Aim of the task:
Would you give again, exactly, the lines running from the line with "20V5M6 11l6-6 6" to the end of the data below, both included?

-- Material for the task follows --

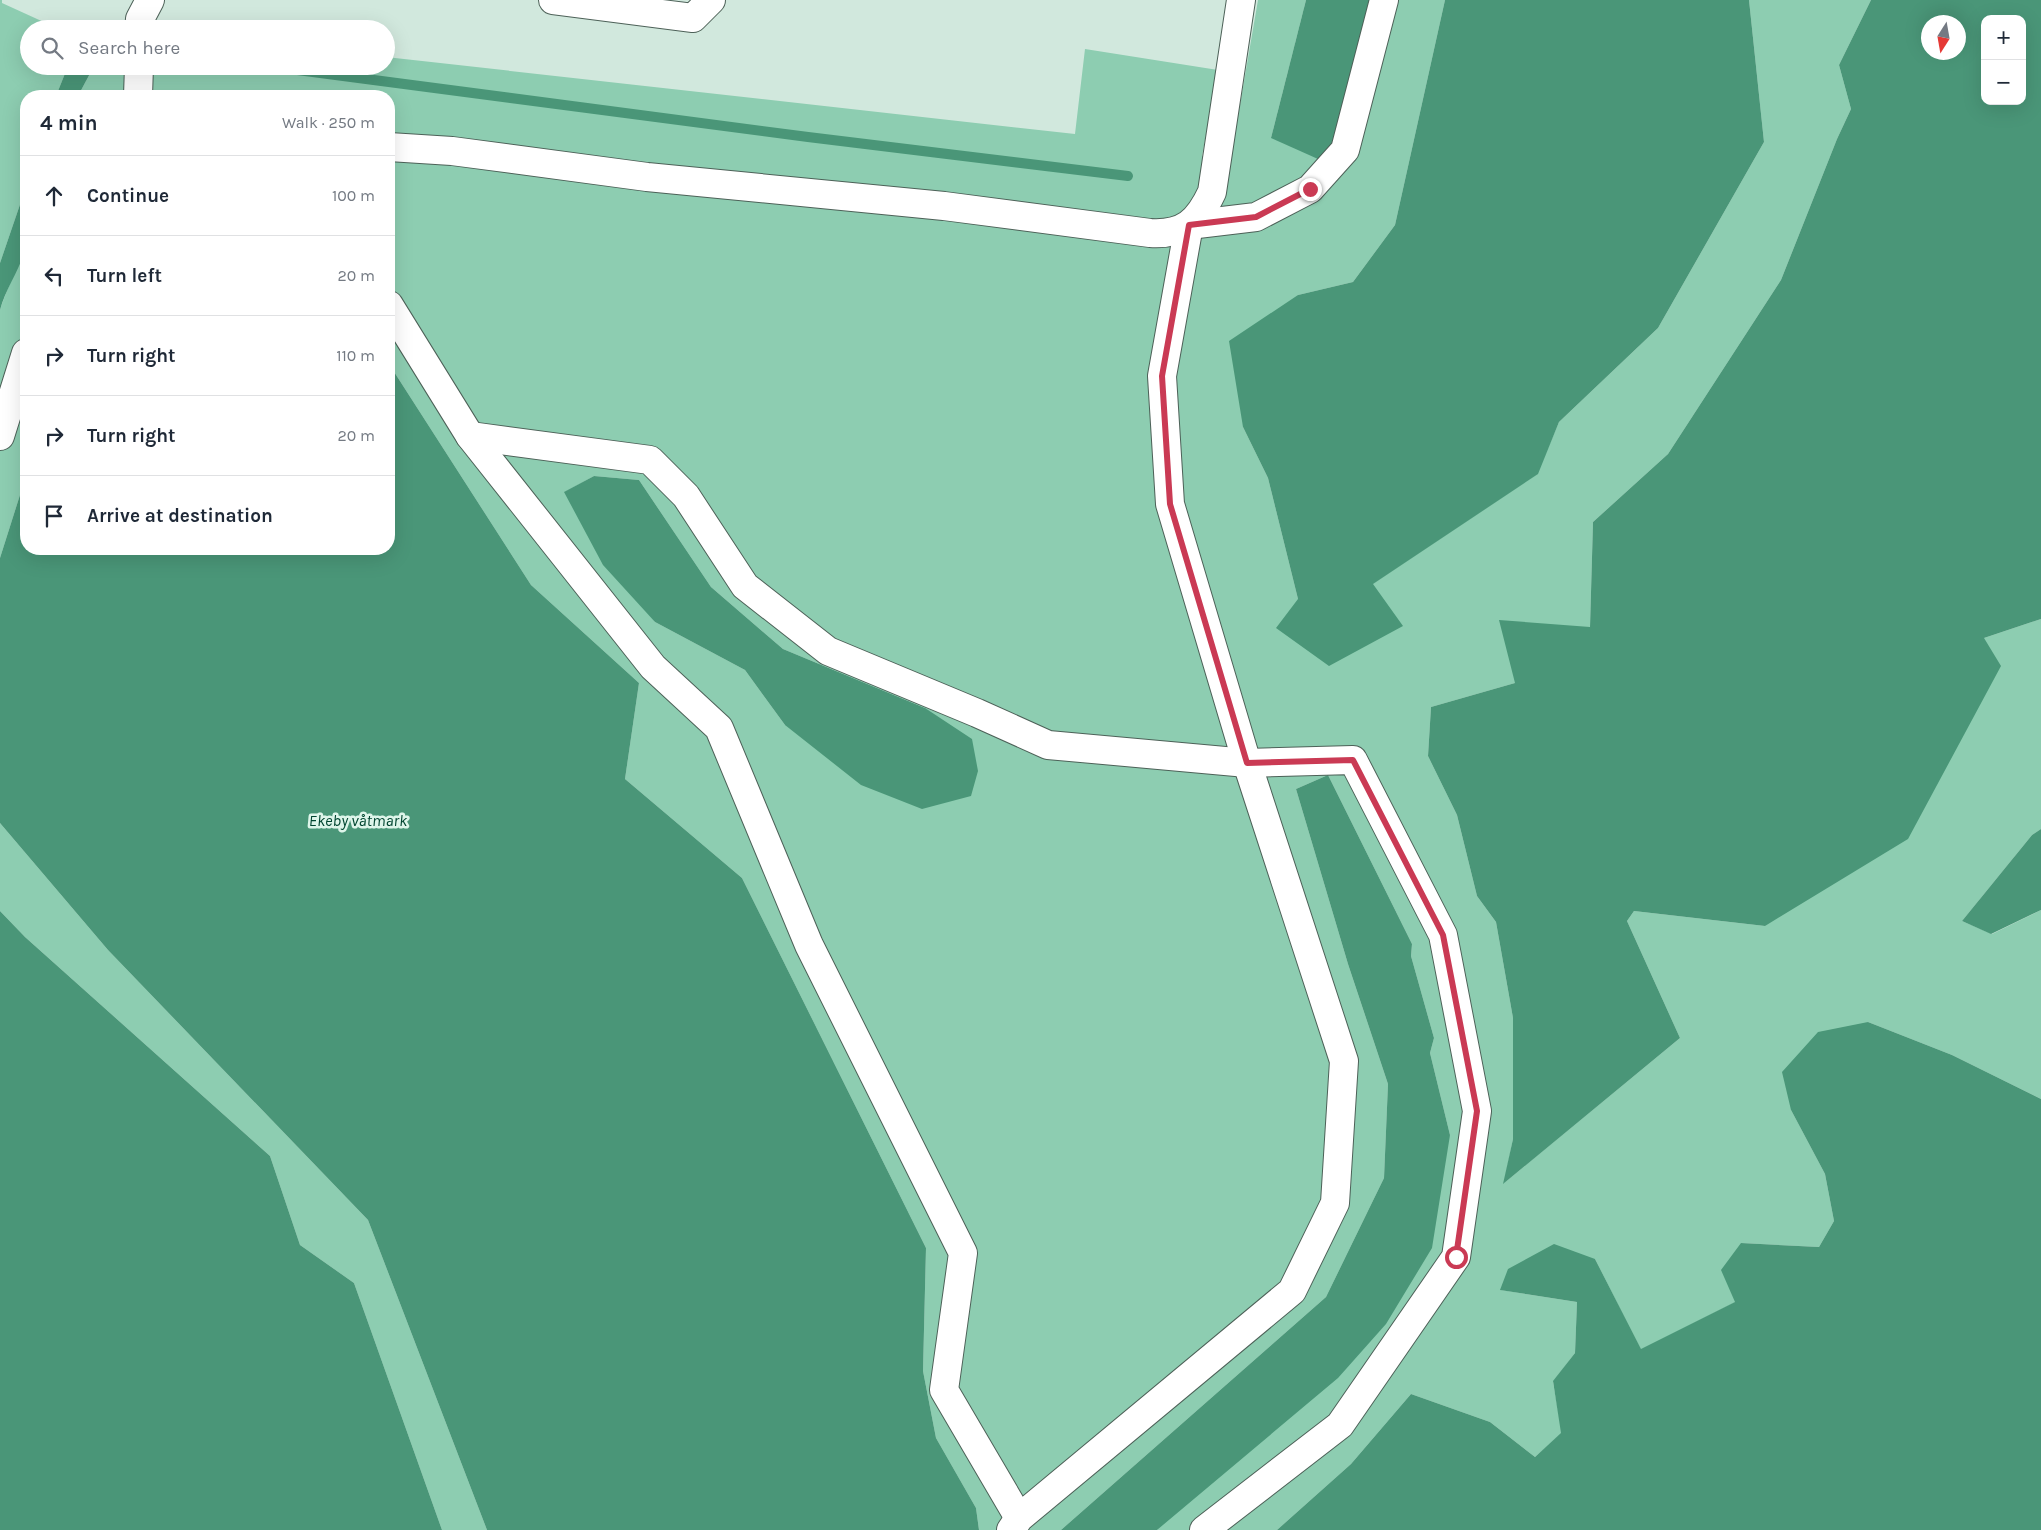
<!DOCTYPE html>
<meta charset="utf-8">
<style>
body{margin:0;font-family:Karla,sans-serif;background:#f2f2f3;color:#1f2937}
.controls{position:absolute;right:15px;top:15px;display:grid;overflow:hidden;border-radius:10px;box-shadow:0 5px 20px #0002}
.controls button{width:45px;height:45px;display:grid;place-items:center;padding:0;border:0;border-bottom:1px solid #e0e1e3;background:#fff;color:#1f2937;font:25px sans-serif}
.compass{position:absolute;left:1921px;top:15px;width:45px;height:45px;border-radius:50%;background:#fff;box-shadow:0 5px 20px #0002;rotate:191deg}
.stop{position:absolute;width:15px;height:15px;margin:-11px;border:4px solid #ca3a54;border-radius:50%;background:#fff}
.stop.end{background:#ca3a54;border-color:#fff;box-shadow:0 1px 5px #0008}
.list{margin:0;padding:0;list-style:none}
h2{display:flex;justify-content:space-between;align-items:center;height:65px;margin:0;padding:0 20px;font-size:21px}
h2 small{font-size:16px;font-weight:400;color:#747a83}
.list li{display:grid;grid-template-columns:32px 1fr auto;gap:15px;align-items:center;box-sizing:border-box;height:80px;padding:0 20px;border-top:1px solid #e0e1e3}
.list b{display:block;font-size:19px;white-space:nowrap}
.list em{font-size:16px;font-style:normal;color:#747a83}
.icon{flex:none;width:28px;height:28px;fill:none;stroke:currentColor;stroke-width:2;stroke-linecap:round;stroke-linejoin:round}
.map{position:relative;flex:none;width:2041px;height:1530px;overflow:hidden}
.search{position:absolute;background:#fff;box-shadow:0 5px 20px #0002;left:20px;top:20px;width:375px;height:55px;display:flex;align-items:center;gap:12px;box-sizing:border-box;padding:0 18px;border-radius:28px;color:#747a83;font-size:19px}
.panel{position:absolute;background:#fff;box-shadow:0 5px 20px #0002;left:20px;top:90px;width:375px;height:465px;border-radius:20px}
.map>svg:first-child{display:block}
.green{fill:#8dcdb1;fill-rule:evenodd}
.water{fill:#4a9678;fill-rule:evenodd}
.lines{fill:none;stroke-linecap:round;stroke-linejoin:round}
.stream{stroke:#4a9678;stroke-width:10}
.minor-casing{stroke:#4d6158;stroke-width:30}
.minor{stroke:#fff;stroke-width:28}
.route{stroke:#ca3a54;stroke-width:6}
.labels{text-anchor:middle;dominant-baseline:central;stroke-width:5;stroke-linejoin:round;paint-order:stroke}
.water-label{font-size:16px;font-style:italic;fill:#014530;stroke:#def5ea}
</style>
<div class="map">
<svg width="2041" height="1530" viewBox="0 0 2041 1530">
<rect width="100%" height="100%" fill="#d1e8dd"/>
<!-- green -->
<g class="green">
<polygon points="0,0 2,0 2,3 59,29 29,29 29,66 68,66 56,96 26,96 26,187 0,263"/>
<path d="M 1258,0 L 1306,0 L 1271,138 L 1370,0 L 1445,0 L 1395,225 L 1353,282 L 1298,295 L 1243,427 L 1268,478 L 1298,599 L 1372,584 L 1537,474 L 1559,422 L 1658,328 L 1764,142 L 1749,0 L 1871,0 L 1839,65 L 1851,109 L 1837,139 L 1781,280 L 1668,454 L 1593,522 L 1590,627 L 1515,683 L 1431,707 L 1428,756 L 1457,815 L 1477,896 L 1496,922 L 1513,1018 L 1513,1139 L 1504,1183 L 1680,1038 L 1627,921 L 1634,911 L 1765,926 L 1984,638 L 2041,619 L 2041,829 L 2032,835 L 1962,921 L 1992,934 L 2041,910 L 2041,1099 L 1952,1055 L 1868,1022 L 1791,1110 L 1825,1174 L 1834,1221 L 1819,1247 L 1741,1243 L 1736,1302 L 1641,1350 L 1595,1259 L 1501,1290 L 1577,1302 L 1575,1353 L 1553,1382 L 1562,1433 L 1535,1457 L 1490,1422 L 1411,1394 L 1351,1464 L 1277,1530 L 1157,1530 L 1450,1135 L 1430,1053 L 1434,1038 L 1411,956 L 1412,944 L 1328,775 L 1296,789 L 1348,964 L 1388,1084 L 1384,1178 L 1326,1297 L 1061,1530 L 979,1530 L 976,1508 L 936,1438 L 923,1371 L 926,1248 L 742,878 L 625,779 L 639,683 L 531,585 L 389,364 L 389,96 L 78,96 L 94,66 L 386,66 L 386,57 L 1075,134 L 1085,49 L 1218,70 L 1202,156 L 1232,151 ZM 594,476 L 639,480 L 711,587 L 783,649 L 925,708 L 785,725 L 745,670 L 655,622 L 565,492 Z"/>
<path d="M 26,244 L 26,476 L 0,558 L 0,310 C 7,287 19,267 26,244 Z"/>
<polygon points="0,823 108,950 368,1220 487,1530 442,1530 354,1283 300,1245 270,1156 25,937 0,911"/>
</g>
<!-- water -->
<g class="water">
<polygon points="1306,0 1370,0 1335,142 1318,159 1271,138"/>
<polygon points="1445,0 1749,0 1764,142 1658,328 1559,422 1538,474 1373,584 1403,626 1329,666 1276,628 1298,599 1268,478 1243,427 1229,341 1298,295 1353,282 1395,225"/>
<path d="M 1871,0 L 2041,0 L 2041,619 L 1984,638 L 2001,666 L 1908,839 L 1765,926 L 1634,911 L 1627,921 L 1680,1038 L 1503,1184 L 1513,1139 L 1513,1018 L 1496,922 L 1477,896 L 1457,815 L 1428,756 L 1431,707 L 1515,683 L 1499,620 L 1590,627 L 1593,522 L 1668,454 L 1781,280 L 1837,139 L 1851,109 L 1839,65 ZM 1985,19 L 2022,19 L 2022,101 L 1985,101 ZM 1928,22 L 1958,22 L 1958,52 L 1928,52 Z"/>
<polygon points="68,66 94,66 78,96 56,96"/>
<path d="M 26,187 C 26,205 29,227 26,245 C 22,267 6,287 0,310 L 0,263 Z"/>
<polygon points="389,364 531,585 639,683 625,779 742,878 926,1248 923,1371 936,1438 976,1508 979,1530 487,1530 368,1220 108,950 0,823 0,558 26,476 26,549 389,549"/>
<polygon points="594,476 639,480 711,587 783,649 925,708 972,739 978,771 971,796 922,809 861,785 785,725 745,670 655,622 603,565 564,492"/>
<polygon points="1328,775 1412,944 1411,956 1434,1038 1430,1053 1450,1135 1432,1248 1386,1324 1338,1378 1157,1530 1061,1530 1326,1297 1384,1178 1388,1084 1348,964 1296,789"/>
<polygon points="2041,829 2041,910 1991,934 1962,921 2032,835"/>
<polygon points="0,911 25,937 270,1156 300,1245 354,1283 442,1530 0,1530"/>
<polygon points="1868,1022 1952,1055 2041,1099 2041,1530 1277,1530 1351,1464 1411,1394 1490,1422 1535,1457 1561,1433 1553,1381 1575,1353 1577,1302 1500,1290 1508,1269 1554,1244 1595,1259 1641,1349 1735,1302 1721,1270 1741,1243 1819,1247 1834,1221 1825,1174 1791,1110 1782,1072 1818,1032"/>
</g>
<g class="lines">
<!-- stream -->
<polyline class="stream" points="267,66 808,137 1128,176"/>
<defs>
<g id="minor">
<polyline points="553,0 693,18 711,0"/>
<polyline points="139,29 140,19 150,0"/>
<polyline points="138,96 139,66"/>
<path d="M 389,147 L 452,151 L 647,177 L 944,206 L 1150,233 C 1184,235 1198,222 1212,192 L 1241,0"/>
<polyline points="1189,225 1256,217 1310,189 1345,150 1384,0"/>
<polyline points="389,305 470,436 653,667 719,728 809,945 963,1253 944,1390 1019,1518"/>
<polyline points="0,436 26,353"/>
<polyline points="470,436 650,460 686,496 745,586 828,651 977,713 1048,745 1247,763 1353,760 1443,935 1477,1111 1456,1257 1340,1425 1204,1530"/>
<polyline points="1011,1530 1019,1518 1292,1291 1335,1203 1344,1061 1247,763 1170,504 1162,376 1189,225"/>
</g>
</defs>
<!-- minor casing -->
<use href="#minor" class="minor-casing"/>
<!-- minor -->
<use href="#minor" class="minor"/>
</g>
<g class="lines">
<!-- route -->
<polyline class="route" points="1310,189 1256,217 1189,225 1162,376 1170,504 1247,763 1353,760 1443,935 1477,1111 1456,1257"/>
</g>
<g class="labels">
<!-- water labels -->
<g class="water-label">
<text x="358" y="820">Ekeby våtmark</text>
</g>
</g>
</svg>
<div class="controls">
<button>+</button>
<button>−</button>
</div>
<svg class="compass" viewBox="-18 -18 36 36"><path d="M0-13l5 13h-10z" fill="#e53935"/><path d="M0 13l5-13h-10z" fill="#747a83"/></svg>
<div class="stop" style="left:1456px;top:1257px"></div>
<div class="stop end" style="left:1310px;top:189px"></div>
<div class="search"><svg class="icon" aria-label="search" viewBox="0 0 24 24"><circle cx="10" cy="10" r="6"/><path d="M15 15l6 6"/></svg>Search here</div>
<section class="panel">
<h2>4 min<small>Walk · 250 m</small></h2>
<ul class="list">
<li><svg class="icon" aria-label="ahead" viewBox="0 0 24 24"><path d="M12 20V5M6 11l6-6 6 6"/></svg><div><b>Continue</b></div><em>100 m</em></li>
<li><svg class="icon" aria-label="left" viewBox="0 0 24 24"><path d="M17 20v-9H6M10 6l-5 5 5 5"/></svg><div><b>Turn left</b></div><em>20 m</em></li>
<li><svg class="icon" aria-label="right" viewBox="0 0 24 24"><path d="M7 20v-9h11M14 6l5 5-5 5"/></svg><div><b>Turn right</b></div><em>110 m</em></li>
<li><svg class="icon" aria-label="right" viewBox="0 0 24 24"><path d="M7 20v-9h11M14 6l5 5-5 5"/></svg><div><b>Turn right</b></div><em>20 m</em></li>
<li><svg class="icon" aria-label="arrive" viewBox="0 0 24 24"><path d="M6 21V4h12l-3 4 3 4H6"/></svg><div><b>Arrive at destination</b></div></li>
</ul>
</section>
</div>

-- Material for the task concluded --

Solution for this problem:
<li><svg class="icon" aria-label="ahead" viewBox="0 0 24 24"><path d="M12 20V5M6 11l6-6 6 6"/></svg><div><b>Continue</b></div><em>100 m</em></li>
<li><svg class="icon" aria-label="left" viewBox="0 0 24 24"><path d="M17 20v-9H6M10 6l-5 5 5 5"/></svg><div><b>Turn left</b></div><em>20 m</em></li>
<li><svg class="icon" aria-label="right" viewBox="0 0 24 24"><path d="M7 20v-9h11M14 6l5 5-5 5"/></svg><div><b>Turn right</b></div><em>110 m</em></li>
<li><svg class="icon" aria-label="right" viewBox="0 0 24 24"><path d="M7 20v-9h11M14 6l5 5-5 5"/></svg><div><b>Turn right</b></div><em>20 m</em></li>
<li><svg class="icon" aria-label="arrive" viewBox="0 0 24 24"><path d="M6 21V4h12l-3 4 3 4H6"/></svg><div><b>Arrive at destination</b></div></li>
</ul>
</section>
</div>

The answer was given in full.